▶ _DATA FOR THIS TASK_
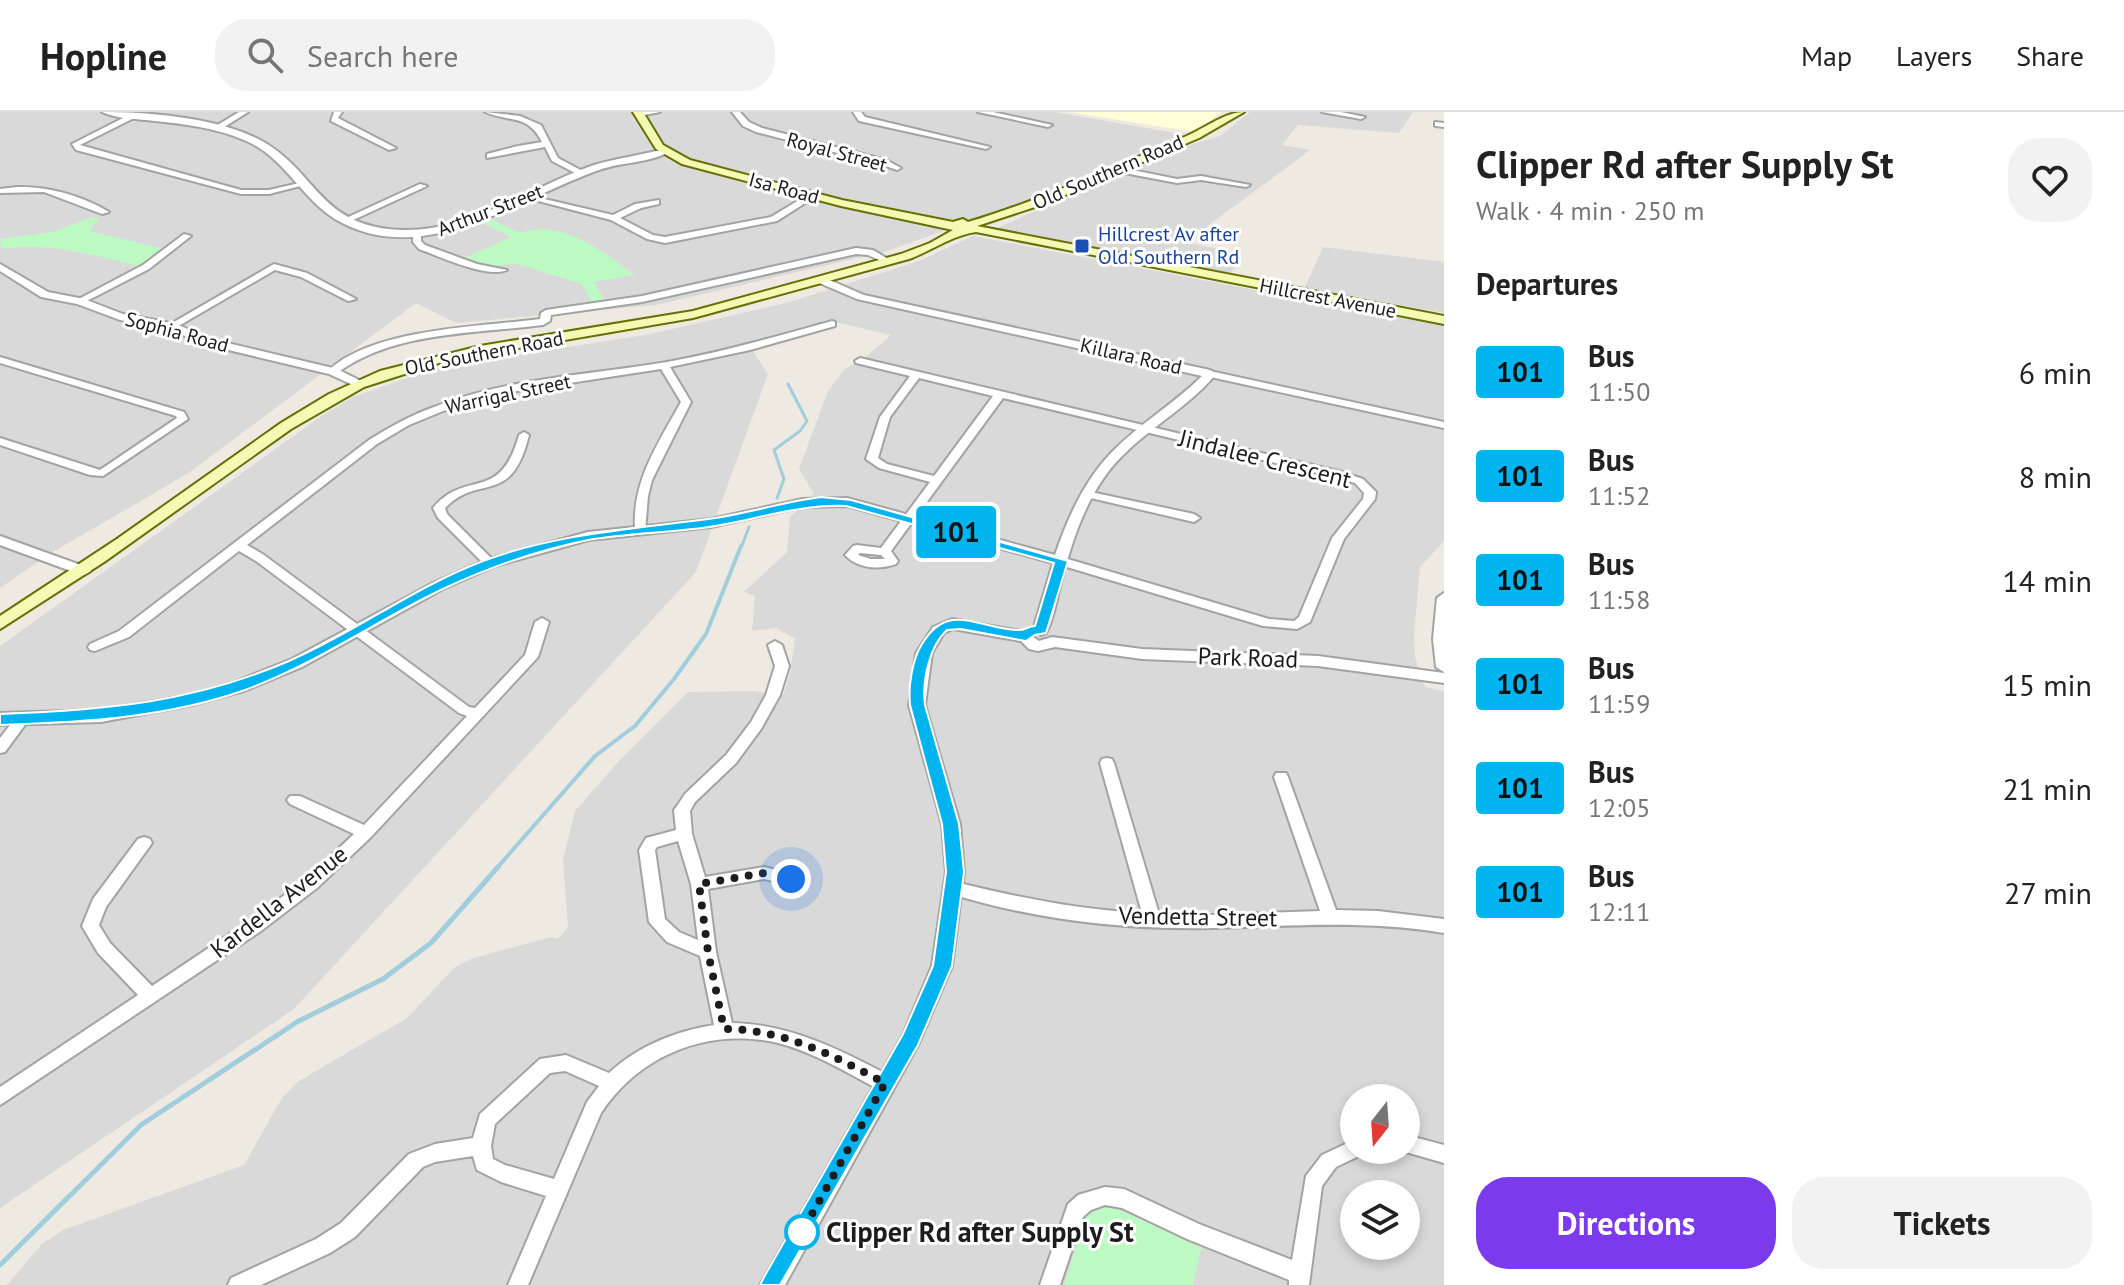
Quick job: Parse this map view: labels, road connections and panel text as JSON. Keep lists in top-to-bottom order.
{
  "streets": {
    "main road": ["Old Southern Road", "Isa Road", "Hillcrest Avenue"],
    "street": [
      "Royal Street",
      "Arthur Street",
      "Sophia Road",
      "Killara Road",
      "Warrigal Street",
      "Jindalee Crescent",
      "Park Road",
      "Kardella Avenue",
      "Vendetta Street"
    ]
  },
  "crossings": [
    ["Old Southern Road", "Isa Road"],
    ["Old Southern Road", "Hillcrest Avenue"],
    ["Old Southern Road", "Sophia Road"],
    ["Old Southern Road", "Killara Road"],
    ["Isa Road", "Arthur Street"],
    ["Isa Road", "Hillcrest Avenue"],
    ["Park Road", "Vendetta Street"]
  ],
  "places": {
    "transit": ["Hillcrest Av after Old Southern Rd"],
    "other": ["Clipper Rd after Supply St"]
  },
  "lines": ["bus line 101"],
  "north": "bottom",
  "page": {
    "header": "Hopline",
    "search": "Search here",
    "nav": ["Map", "Layers", "Share"],
    "on_map": "101",
    "heading": [
      ["Clipper Rd after Supply St", "Walk · 4 min · 250 m"],
      "Departures"
    ],
    "list": [
      {
        "mark": "101",
        "name": "Bus",
        "note": "11:50",
        "value": "6 min"
      },
      {
        "mark": "101",
        "name": "Bus",
        "note": "11:52",
        "value": "8 min"
      },
      {
        "mark": "101",
        "name": "Bus",
        "note": "11:58",
        "value": "14 min"
      },
      {
        "mark": "101",
        "name": "Bus",
        "note": "11:59",
        "value": "15 min"
      },
      {
        "mark": "101",
        "name": "Bus",
        "note": "12:05",
        "value": "21 min"
      },
      {
        "mark": "101",
        "name": "Bus",
        "note": "12:11",
        "value": "27 min"
      }
    ],
    "buttons": ["Directions", "Tickets"]
  }
}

▶ _WORK INSTRUCTIONS_
Please print the material exactly as given above, omitting the pictures.

▶ _RESPONSE AREA_
Quick job: Parse this map view: labels, road connections and panel text as JSON. Keep lists in top-to-bottom order.
{
  "streets": {
    "main road": ["Old Southern Road", "Isa Road", "Hillcrest Avenue"],
    "street": [
      "Royal Street",
      "Arthur Street",
      "Sophia Road",
      "Killara Road",
      "Warrigal Street",
      "Jindalee Crescent",
      "Park Road",
      "Kardella Avenue",
      "Vendetta Street"
    ]
  },
  "crossings": [
    ["Old Southern Road", "Isa Road"],
    ["Old Southern Road", "Hillcrest Avenue"],
    ["Old Southern Road", "Sophia Road"],
    ["Old Southern Road", "Killara Road"],
    ["Isa Road", "Arthur Street"],
    ["Isa Road", "Hillcrest Avenue"],
    ["Park Road", "Vendetta Street"]
  ],
  "places": {
    "transit": ["Hillcrest Av after Old Southern Rd"],
    "other": ["Clipper Rd after Supply St"]
  },
  "lines": ["bus line 101"],
  "north": "bottom",
  "page": {
    "header": "Hopline",
    "search": "Search here",
    "nav": ["Map", "Layers", "Share"],
    "on_map": "101",
    "heading": [
      ["Clipper Rd after Supply St", "Walk · 4 min · 250 m"],
      "Departures"
    ],
    "list": [
      {
        "mark": "101",
        "name": "Bus",
        "note": "11:50",
        "value": "6 min"
      },
      {
        "mark": "101",
        "name": "Bus",
        "note": "11:52",
        "value": "8 min"
      },
      {
        "mark": "101",
        "name": "Bus",
        "note": "11:58",
        "value": "14 min"
      },
      {
        "mark": "101",
        "name": "Bus",
        "note": "11:59",
        "value": "15 min"
      },
      {
        "mark": "101",
        "name": "Bus",
        "note": "12:05",
        "value": "21 min"
      },
      {
        "mark": "101",
        "name": "Bus",
        "note": "12:11",
        "value": "27 min"
      }
    ],
    "buttons": ["Directions", "Tickets"]
  }
}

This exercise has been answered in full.